F. A. : Le vieillissement des consommateurs est plutôt une formidable opportunité d’innovation. Les Japonais et les pays du nord de l’Europe l’ont bien compris, et multiplient les brevets et les projets pilotes. Repenser le produit dans son ensemble pour le rendre accessible aux seniors est une démarche qui devrait être quasi systématique dans les entreprises. De plus, la demande est là : les seniors adorent la nouveauté, cela les valorise et prouve que les marques s’intéressent à eux.
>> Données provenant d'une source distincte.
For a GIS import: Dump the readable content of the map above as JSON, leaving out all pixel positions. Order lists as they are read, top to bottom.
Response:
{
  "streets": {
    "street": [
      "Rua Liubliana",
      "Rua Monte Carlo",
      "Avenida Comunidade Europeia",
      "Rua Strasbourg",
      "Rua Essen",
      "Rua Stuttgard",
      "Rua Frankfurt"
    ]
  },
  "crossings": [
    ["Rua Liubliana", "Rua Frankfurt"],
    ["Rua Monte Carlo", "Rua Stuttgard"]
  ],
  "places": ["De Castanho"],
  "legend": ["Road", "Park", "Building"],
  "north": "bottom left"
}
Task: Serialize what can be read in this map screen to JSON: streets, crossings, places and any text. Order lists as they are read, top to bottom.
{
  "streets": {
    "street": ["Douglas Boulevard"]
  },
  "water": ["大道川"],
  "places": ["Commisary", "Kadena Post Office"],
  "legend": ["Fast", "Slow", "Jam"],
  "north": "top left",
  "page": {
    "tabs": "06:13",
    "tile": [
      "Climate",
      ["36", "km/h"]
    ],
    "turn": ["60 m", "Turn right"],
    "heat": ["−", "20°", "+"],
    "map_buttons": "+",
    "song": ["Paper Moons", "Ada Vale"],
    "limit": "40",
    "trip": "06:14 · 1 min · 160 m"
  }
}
L’innovation peut porter non seulement sur les caractéristiques du produit, mais sur son emballage, sa communication, sa distribution (passage du catalogue au site en ligne…).

Proposer des produits valorisés à l’intention des seniors n’est pas un risque de vieillir la marque ?

F. A. : Il ne faut pas confondre la cible et le message ! Vous pouvez vieillir votre marque en vous adressant à des jeunes ! Le terme « senior » est moins tabou depuis quelques années, devient même branché. Les seniors sont partout : dans les publicités, les médias, la mode… Ils sont tendance. Les intéressés ne se sentent plus offensés et adhèrent plus facilement à cette terminologie. Tout dépend du secteur d’activité, mais proposer des produits valorisés « seniors » est plutôt une idée innovante. Dans l’approche, il s’agit avant tout de communiquer autour des valeurs d’usage, d’avoir une démarche centrée sur les besoins. Le nom est là pour faciliter la compréhension et le ciblage, ceux qui ne s’y reconnaissent pas encore auront d’autres occasions de devenir clients ultérieurement – ils seront juste plus longs à recruter. Par ailleurs, proposer un produit « senior » signifie adopter un plan médias « senior » aussi : peu de chances pour les plus jeunes de tomber sur la communication et de « vieillir » la marque !

Parmi les produits du quotidien, quels besoins seraient encore à pourvoir dans l’offre de la grande distribution ?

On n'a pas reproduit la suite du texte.